TASK INPUT ▸

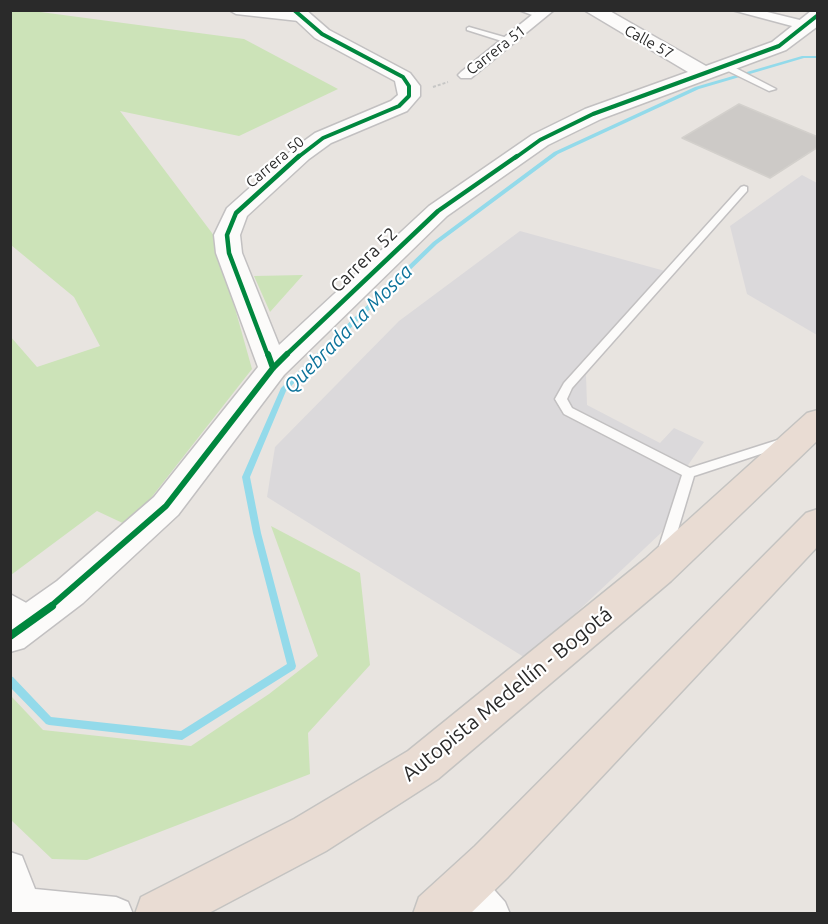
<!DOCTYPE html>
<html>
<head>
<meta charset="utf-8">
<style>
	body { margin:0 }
	#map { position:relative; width:828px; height:924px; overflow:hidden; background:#e8e4e0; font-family:Ubuntu,sans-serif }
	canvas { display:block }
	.frame { position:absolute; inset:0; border:12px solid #2a2a2a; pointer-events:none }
</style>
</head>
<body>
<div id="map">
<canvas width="828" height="924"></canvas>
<div class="frame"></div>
</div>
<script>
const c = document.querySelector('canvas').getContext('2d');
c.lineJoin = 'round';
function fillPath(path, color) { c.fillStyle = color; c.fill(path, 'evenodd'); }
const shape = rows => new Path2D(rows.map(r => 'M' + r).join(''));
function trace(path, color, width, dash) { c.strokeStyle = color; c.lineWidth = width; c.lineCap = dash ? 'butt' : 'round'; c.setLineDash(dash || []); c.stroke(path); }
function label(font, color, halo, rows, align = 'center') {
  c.font = font + ' Ubuntu,sans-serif'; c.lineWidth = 4.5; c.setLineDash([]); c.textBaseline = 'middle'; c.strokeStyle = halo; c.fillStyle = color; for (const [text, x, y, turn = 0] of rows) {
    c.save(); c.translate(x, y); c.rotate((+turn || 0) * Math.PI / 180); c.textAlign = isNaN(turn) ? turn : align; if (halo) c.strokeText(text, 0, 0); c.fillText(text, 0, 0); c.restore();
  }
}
fillPath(shape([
	[802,175,817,183,817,335,747,294,730,226],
	[520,231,665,271,586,375,587,405,660,443,674,428,704,442,684,471,662,532,527,659,267,497,275,447,399,321]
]), '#dbd9db');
fillPath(shape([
	[11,11,33,11,244,39,338,89,239,136,120,111,215,237,252,369,129,526,97,511,11,575,10,336,37,367,100,346,74,297,11,245],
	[303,275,270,312,254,276],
	[271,526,360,573,370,665,308,733,310,774,87,860,52,859,11,820,11,696,43,730,191,746,269,694,318,656]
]), '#cce3b8');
fillPath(shape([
	[802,56,818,56,818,58,804,58,699,89,558,154,437,244,286,391,250,477,261,533,296,666,295,669,182,740,49,725,46,724,10,687,10,676,13,677,51,717,181,731,287,664,253,533,242,477,281,388,433,242,554,152,695,87,802,56]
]), '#93daea');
const building = shape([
	[739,104,818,137,818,147,770,178,682,138,739,104]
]);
fillPath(building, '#cdcac7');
trace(building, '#d3d0cc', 1.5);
const lane = shape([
	[519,10,530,10,543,16,540,18,519,10],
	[469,27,511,39,512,41,508,43,467,30,467,28,469,27],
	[722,64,728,64,776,89,769,91,722,68,722,64],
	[744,186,747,187,747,191,572,388,567,399,572,408,690,468,784,438,788,439,790,442,788,445,694,476,671,553,669,557,664,558,659,557,657,553,682,475,564,414,555,399,564,383,741,187,744,186]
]);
const street = shape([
	[229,10,278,10,299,13,306,17,299,21,236,14,229,10],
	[538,10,554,10,471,78,461,78,458,75,461,72,538,10],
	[732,10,759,10,812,23,814,26,807,30,732,10],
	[10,594,41,611,45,619,41,627,31,631,10,620,10,594],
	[10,852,22,856,35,889,116,897,128,902,133,914,10,914,10,852],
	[467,868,479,873,505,902,510,914,470,914,455,897,450,885,455,873,467,868]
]);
const secondary = shape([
	[285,10,306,10,329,30,410,73,420,86,420,96,407,111,331,143,309,159,247,216,240,235,242,253,279,345,429,206,532,135,585,109,688,72,584,10,608,10,706,66,772,42,811,11,818,10,818,26,786,50,601,119,548,145,447,216,284,375,178,515,83,603,24,648,10,652,10,614,57,581,154,497,258,367,216,253,214,235,227,208,293,149,315,133,391,101,398,95,395,81,315,38,285,10]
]);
const highway = shape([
	[818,410,818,440,671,581,438,779,326,851,207,914,135,914,141,897,294,819,408,751,645,559,807,413,818,410],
	[818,509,818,546,507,878,470,914,413,914,419,897,475,846,806,513,818,509]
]);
trace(lane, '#c2c0c1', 3);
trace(street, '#c2c0c1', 3);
trace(secondary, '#c2c0c1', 3);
trace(highway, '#c4c3c1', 3);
trace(shape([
	[433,87,448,82]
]), '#c6c6c5', 2, [3, 2]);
fillPath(lane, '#fcfbfa');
fillPath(street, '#fcfbfa');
fillPath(secondary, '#fcfbfa');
fillPath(highway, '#e9dcd3');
trace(shape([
	[294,10,322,34,403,77,409,86,409,96,399,106,323,138,297,158],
	[515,158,540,140,593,114,779,46,818,15]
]), '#00873e', 4);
trace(shape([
	[268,356,229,253,227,235,236,213,299,156],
	[285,356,438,211,517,156]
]), '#00873e', 4.5);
trace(shape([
	[268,354,273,368],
	[50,607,166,506,273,368,287,354]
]), '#00873e', 6);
trace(shape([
	[10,636,52,606]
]), '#00873e', 8);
label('15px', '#2a2a2a', '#fff', [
	["Calle 57",649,42,29],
	["Carrera 51",496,50,-38],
	["Carrera 50",275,162,-40]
]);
label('18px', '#2a2a2a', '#fff', [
	["Carrera 52",364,260,-44]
]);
label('italic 20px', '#0d739b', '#fff', [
	["Quebrada La Mosca",348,329,-45]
]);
label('21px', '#2a2a2a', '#fff', [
	["Autopista Medellín - Bogotá",507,694,-39]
]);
</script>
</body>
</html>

TASK OBJECTIVE ▸ Give only a number: how many lines of the data hold the string "turn"?

FINAL ANSWER ▸ 2